TASK DESCRIPTION: In the listing below, identify each line with the word "slow" and return those lines.
Start of EXTRACTED MATERIAL
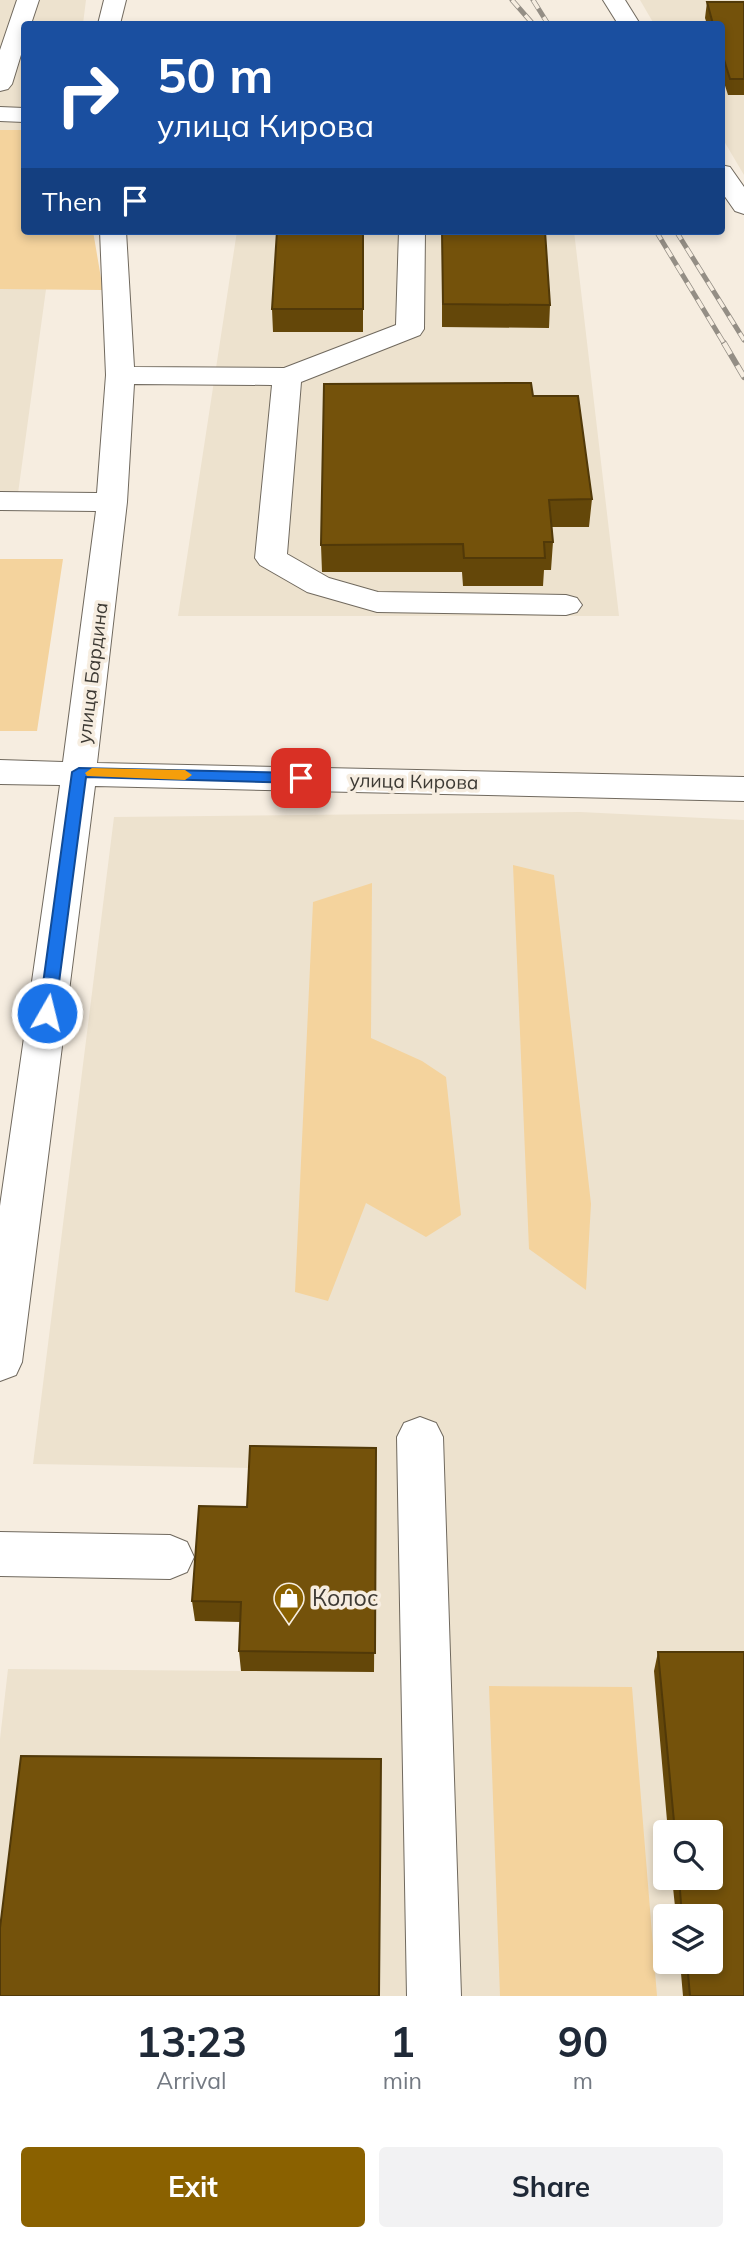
<!DOCTYPE html>
<html lang="en">
<head>
<meta charset="utf-8">
<style>
	:root { --surface:#fff; --page:#f2f2f3; --text:#1f2937; --muted:#747a83; --accent:#8a6100 }
	body { margin:0; font-family:Mulish,sans-serif; background:var(--page); color:var(--text); height:100vh; display:flex; flex-direction:column; font-size:26px; white-space:nowrap }
	* { box-sizing:border-box; margin:0 }
	p { font-size:23px; color:var(--muted) }
	.icon { flex:none; width:38px; height:38px; fill:none; stroke:currentColor; stroke-width:2; stroke-linecap:round; stroke-linejoin:round }
	.map { position:relative; height:1996px; overflow:hidden }
	.drawer { display:flex; flex-direction:column; background:var(--surface); flex:1 }
	.drawer>* { flex:none }
	.banner { position:absolute; left:21px; top:21px; width:704px; height:214px; border-radius:7px; box-shadow:0 4px 10px #0003; background:#1a4fa0; color:#fff; overflow:hidden }
	.buttons { position:absolute; left:653px; top:1820px; display:grid; gap:14px }
	.buttons a { display:grid; place-items:center; width:70px; height:70px; border-radius:7px; background:var(--surface); box-shadow:0 4px 10px #0003; font-size:35px }
	.pin { position:absolute; display:grid; place-items:center; width:60px; height:60px; color:#fff; margin:-30px; border-radius:14px; box-shadow:0 4px 10px #0006 }
	.me { position:absolute; width:77px; margin:-38px; rotate:8deg; stroke-linejoin:round; filter:drop-shadow(0 0 5px #0008) }
	.turn { display:flex; align-items:center; gap:24px; height:147px; padding:0 21px; font-size:32px }
	.turn .icon { width:91px; height:91px; stroke-width:2.5 }
	.turn b { display:block; font-size:49px; line-height:60px }
	.then { display:flex; align-items:center; height:66px; padding:0 21px; background:#0003; gap:14px; font-size:26px }
	.eta { display:flex; justify-content:space-evenly; align-items:center; height:119px; text-align:center }
	.eta b { font-size:42px; font-weight:700; line-height:49px }
	.primary-button { display:flex; gap:14px; margin-top:auto; padding:14px 21px }
	.primary-button a { flex:1; height:80px; border-radius:7px; background:var(--accent); color:#fff; font-size:28px; font-weight:700; line-height:80px; text-align:center }
	.primary-button a+a { background:var(--page); color:var(--text) }
	.map>svg:first-child { display:block }
	.built { fill:#ede2ce; fill-rule:evenodd }
	.green { fill:#f4d39d }
	.lines { fill:none; stroke-linecap:round; stroke-linejoin:round }
	.minor-casing { stroke:#70695e; stroke-width:2 }
	.minor { fill:#fff; fill-rule:evenodd }
	.rail-far1-casing { stroke:#948e85; stroke-width:5 }
	.rail-casing { stroke:#948e85; stroke-width:6 }
	.rail-far1 { stroke:#f6ede0; stroke-width:3.5; stroke-dasharray:10; stroke-linecap:butt }
	.rail { stroke:#f6ede0; stroke-width:4.5; stroke-dasharray:13; stroke-linecap:butt }
	.wall { fill:#644709 }
	.building { fill:#74520b; stroke:#513908; stroke-width:2 }
	.route { fill:#1a73e8; stroke:#114b97; stroke-width:2 }
	.slow { fill:#f59e0b }
	.labels { text-anchor:middle; stroke-width:7; stroke-linejoin:round; paint-order:stroke }
	.street-label { font-size:19px; fill:#3d3a34; stroke:#f6ede0 }
	.near-poi-label { font-size:23px; fill:#3d3a34; stroke:#f6ede0; text-anchor:start }
</style>
</head>
<body>
<div class="map">
<svg width="744" height="1996" viewBox="0 0 744 1996">
	<rect width="100%" height="100%" fill="#f6ede0"/>
	<path class="built" d="M0,0h86l-3,24h-59v207h30l-38,277h-16z
		M640,0h104v175l-23,-39v-112h-67z
		M237,231h337l45,385h-441z
		M580,812l164,8v1176h-744v-257l8,-70 233,2 11,-203 -219,-4 81,-647zM665,1832h45v46h-45zM665,1916h45v46h-45z"/>
	<path class="green" d="M0,130h24v101h69l10,59 -103,-1z
		M0,559h63l-26,172h-37z
		M513,865l41,10 37,329 -5,86 -57,-41z
		M372,883l-1,155 51,23 24,16 15,138 -35,22 -60,-34 -38,98 -33,-9 18,-390z
		M489,1686l143,1 25,309h-157z"/>
	<g class="lines">
		<g class="minor-casing">
			<path id="minor" d="M17,0h22l-8,24h-7v21l-12,39 -4,5 -8,2v-41z
				M104,0h22l-6,24h-22z
				M603,0h22l15,24h-22z
				M0,107l24,1v14l-24,-1z
				M721,165l9,2 14,20v27l-9,-3 -14,-20z
				M100,231h26l8,136 150,1 112,-43 3,-94h26l-1,98 -4,6 -119,47 -14,172 42,24 49,14 188,3 11,3 5,7 -5,7 -11,3 -189,-3 -70,-20 -47,-27 -5,-7 17,-173 -138,-1 -7,118 -30,261 647,14v24l-649,-15 -73,576 -6,13 -16,6v-175l60,-421 -60,-1v-24l63,2 33,-251 -96,-1v-18l97,1 9,-118z
				M420,1417l16,6 7,14 18,559h-54l-10,-559 7,-14z
				M0,1532l170,3 17,7 7,15 -7,15 -17,7 -170,-3z"/>
		</g>
		<use href="#minor" class="minor"/>
		<g class="rail-far1-casing">
			<path id="rail-far1" d="M512,0l21,24
				M533,0l15,24
				M656,231l69,114
				M676,231l68,109"/>
		</g>
		<g class="rail-casing">
			<path id="rail" d="M724,343l20,34"/>
		</g>
		<use href="#rail-far1" class="rail-far1"/>
		<use href="#rail" class="rail"/>
	</g>
	<path class="wall" d="M707,2h37v93h-16l-7,-22v-49h-14l-2,-6z
		M363,231v101h-90l-1,-23z
		M442,231h103l5,74 -1,23 -107,-1z
		M533,396l59,103 -3,28h-37l1,15 -2,28h-7l-1,16h-80l-1,-14h-140l-1,-27z
		M376,1448l-2,224 -133,-1 -2,-20 2,-29 -46,-1 -3,-20 55,-94z
		M658,1652h86v344h-61l-3,-34h30v-46h-34l-4,-38h38v-46h-42l-14,-161z"/>
	<path class="building" d="M707,2h37v77h-14l-9,-29v-26h-8z
		M277,231h86v78h-91z
		M442,231h103l5,74 -107,-1z
		M531,383l2,13h45l14,103 -43,1 4,42h-9l1,16h-81l-1,-14 -142,1 3,-161z
		M250,1446l126,2 -1,205 -136,-2 2,-49 -49,-1 7,-95 48,1z
		M658,1652h86v344h-54l-3,-34h23v-46h-28l-3,-38h31v-46h-35z
		M21,1756l360,3 -2,237h-379v-68z"/>
	<path class="route" d="M79,768l222,5 7,5 -7,5 -215,-6 -31,236 -8,6 -8,-6 33,-241z"/>
	<path class="slow" d="M92,768l93,2 7,5 -7,5 -98,-4 -2,-3z"/>
	<defs>
		<g id="shop-pin" transform="scale(1.575)"><path d="M0 17L-7.5 6A9.5 9.5 0 1 1 7.5 6Z" fill="#8a6100" stroke="#f6ede0"/><path d="M-5-2.5h2.3a2.7 3.5 0 0 1 5.4 0H5L5.5 6h-11ZM-1.5-2.5h3a1.5 2.3 0 0 0-3 0Z" fill="#fff"/></g>
	</defs>
	<g fill-rule="evenodd">
		<use href="#shop-pin" x="289" y="1598"/>
	</g>
	<g class="labels">
		<g class="street-label">
			<text transform="translate(92 673) rotate(-83)" y="7">улица Бардина</text>
			<text transform="translate(414 781) rotate(1)" y="7">улица Кирова</text>
		</g>
		<g class="near-poi-label">
			<text x="312" y="1606">Колос</text>
		</g>
	</g>
</svg>
<div class="buttons">
<a><svg class="icon" aria-label="search" viewBox="0 0 24 24"><circle cx="10" cy="10" r="6"/><path d="M15 15l6 6"/></svg></a>
<a><svg class="icon" aria-label="layers" viewBox="0 0 24 24"><path d="M12 4l9 5-9 5-9-5zM3 14l9 5 9-5"/></svg></a>
</div>
<div class="pin" style="left:301px;top:778px;background:#d93025"><svg class="icon" aria-label="arrive" viewBox="0 0 24 24"><path d="M6 21V4h12l-3 4 3 4H6"/></svg></div>
<svg class="me" style="left:47px;top:1013px" viewBox="-20 -20 40 40"><circle r="17" fill="#1a73e8" stroke="#fff" stroke-width="3"/><path d="M0-11L8 9 0 5-8 9z" fill="#fff"/></svg>
<div class="banner">
<div class="turn"><svg class="icon" aria-label="right" viewBox="0 0 24 24"><path d="M7 20v-9h11M14 6l5 5-5 5"/></svg><div><b>50 m</b>улица Кирова</div></div>
<div class="then">Then<svg class="icon" aria-label="arrive" viewBox="0 0 24 24"><path d="M6 21V4h12l-3 4 3 4H6"/></svg></div>
</div>
</div>
<section class="drawer">
<div class="eta">
<div><b>13:23</b><p>Arrival</p></div>
<div><b>1</b><p>min</p></div>
<div><b>90</b><p>m</p></div>
</div>
<div class="primary-button"><a>Exit</a><a>Share</a></div>
</section>
</body>
</html>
End of EXTRACTED MATERIAL
TASK ANSWER:
	.slow { fill:#f59e0b }
	<path class="slow" d="M92,768l93,2 7,5 -7,5 -98,-4 -2,-3z"/>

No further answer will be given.